| Instructions for the task |
What is needed is an exact retyping of the records below, from the first line through the line that contains "c.lineWidth = width;".

| Dataset content |
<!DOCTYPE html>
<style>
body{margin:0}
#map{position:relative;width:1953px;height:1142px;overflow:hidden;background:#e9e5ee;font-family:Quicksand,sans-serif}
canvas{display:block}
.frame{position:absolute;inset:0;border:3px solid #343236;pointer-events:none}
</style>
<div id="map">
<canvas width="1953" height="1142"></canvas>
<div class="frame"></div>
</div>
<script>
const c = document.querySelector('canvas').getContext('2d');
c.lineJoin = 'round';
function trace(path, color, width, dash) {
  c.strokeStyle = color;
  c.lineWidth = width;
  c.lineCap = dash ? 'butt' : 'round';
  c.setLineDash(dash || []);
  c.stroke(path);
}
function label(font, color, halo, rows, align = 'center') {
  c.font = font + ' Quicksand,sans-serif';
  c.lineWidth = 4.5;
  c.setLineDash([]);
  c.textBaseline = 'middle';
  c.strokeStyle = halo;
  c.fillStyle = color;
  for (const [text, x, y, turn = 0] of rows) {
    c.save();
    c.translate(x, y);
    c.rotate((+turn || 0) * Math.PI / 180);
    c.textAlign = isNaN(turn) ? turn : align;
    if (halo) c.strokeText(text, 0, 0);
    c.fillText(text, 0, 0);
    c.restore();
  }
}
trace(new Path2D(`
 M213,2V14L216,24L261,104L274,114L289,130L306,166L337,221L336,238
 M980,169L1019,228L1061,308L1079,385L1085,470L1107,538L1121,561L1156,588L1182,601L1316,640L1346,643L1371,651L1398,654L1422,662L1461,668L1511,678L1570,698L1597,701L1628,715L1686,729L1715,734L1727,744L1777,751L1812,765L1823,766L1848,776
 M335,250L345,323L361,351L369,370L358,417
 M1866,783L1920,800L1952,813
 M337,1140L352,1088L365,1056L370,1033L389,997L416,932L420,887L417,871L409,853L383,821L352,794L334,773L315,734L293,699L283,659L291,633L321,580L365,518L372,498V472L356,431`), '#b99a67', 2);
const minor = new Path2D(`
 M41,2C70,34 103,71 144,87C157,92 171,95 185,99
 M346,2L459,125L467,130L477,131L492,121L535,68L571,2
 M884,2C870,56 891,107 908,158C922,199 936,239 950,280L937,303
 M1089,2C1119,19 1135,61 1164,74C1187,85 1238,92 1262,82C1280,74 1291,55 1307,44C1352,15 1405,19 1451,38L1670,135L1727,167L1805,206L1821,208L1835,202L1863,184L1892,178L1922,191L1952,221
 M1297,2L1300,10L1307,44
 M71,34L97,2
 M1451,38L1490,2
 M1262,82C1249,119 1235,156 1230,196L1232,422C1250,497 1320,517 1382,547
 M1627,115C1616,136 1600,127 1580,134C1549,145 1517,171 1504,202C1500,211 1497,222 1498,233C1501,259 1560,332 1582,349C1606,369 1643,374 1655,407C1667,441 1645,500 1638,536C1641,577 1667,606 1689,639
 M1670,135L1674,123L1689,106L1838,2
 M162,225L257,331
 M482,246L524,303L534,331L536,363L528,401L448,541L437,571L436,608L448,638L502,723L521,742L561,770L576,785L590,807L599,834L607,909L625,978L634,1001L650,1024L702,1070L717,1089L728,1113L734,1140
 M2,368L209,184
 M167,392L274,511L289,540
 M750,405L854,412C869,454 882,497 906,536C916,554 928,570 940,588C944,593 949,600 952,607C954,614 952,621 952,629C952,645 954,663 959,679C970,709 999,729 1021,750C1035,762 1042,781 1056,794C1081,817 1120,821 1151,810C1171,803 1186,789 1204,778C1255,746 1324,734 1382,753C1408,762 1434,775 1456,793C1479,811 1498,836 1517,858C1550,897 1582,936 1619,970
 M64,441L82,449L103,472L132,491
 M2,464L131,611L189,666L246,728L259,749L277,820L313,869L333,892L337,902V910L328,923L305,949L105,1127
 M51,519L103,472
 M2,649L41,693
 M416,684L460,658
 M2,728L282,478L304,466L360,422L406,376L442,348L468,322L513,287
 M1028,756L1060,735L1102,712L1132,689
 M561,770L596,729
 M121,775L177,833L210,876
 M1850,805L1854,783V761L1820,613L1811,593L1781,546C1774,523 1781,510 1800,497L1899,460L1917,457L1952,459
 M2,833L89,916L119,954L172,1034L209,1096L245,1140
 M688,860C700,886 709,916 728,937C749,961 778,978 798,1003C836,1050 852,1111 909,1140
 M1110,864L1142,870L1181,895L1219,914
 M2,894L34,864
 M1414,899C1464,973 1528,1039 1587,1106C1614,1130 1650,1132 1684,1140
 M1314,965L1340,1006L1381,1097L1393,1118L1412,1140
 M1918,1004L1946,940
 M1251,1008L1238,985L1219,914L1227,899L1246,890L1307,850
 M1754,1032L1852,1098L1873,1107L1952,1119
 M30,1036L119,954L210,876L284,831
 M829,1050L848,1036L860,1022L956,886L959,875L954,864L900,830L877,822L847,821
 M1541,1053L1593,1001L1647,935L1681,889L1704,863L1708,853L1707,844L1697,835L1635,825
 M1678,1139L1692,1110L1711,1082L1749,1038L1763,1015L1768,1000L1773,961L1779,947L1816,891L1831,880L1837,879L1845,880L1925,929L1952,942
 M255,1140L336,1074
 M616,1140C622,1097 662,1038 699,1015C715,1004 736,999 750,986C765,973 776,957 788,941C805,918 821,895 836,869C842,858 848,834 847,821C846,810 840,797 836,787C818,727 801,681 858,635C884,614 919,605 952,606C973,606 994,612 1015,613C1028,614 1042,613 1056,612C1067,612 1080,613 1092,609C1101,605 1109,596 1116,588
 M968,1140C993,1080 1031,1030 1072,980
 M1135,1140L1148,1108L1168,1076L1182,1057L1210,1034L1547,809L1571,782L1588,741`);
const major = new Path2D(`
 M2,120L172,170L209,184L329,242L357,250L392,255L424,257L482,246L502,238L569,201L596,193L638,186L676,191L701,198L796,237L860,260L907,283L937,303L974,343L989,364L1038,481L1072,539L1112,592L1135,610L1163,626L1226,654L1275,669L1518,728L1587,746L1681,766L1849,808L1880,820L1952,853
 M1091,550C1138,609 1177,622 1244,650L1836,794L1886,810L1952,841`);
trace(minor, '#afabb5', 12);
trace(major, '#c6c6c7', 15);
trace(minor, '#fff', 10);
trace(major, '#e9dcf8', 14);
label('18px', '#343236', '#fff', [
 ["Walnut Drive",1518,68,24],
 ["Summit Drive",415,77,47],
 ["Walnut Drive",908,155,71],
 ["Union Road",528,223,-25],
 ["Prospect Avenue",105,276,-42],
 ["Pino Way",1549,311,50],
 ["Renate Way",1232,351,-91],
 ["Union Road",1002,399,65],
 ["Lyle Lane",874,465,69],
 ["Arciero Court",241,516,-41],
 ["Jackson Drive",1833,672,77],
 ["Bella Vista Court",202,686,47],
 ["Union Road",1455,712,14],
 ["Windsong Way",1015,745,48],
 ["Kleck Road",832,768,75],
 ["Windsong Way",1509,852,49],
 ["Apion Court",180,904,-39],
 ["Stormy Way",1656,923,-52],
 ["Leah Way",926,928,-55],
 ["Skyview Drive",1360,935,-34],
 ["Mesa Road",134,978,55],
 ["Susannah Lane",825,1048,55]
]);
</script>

| Answer area |
<!DOCTYPE html>
<style>
body{margin:0}
#map{position:relative;width:1953px;height:1142px;overflow:hidden;background:#e9e5ee;font-family:Quicksand,sans-serif}
canvas{display:block}
.frame{position:absolute;inset:0;border:3px solid #343236;pointer-events:none}
</style>
<div id="map">
<canvas width="1953" height="1142"></canvas>
<div class="frame"></div>
</div>
<script>
const c = document.querySelector('canvas').getContext('2d');
c.lineJoin = 'round';
function trace(path, color, width, dash) {
  c.strokeStyle = color;
  c.lineWidth = width;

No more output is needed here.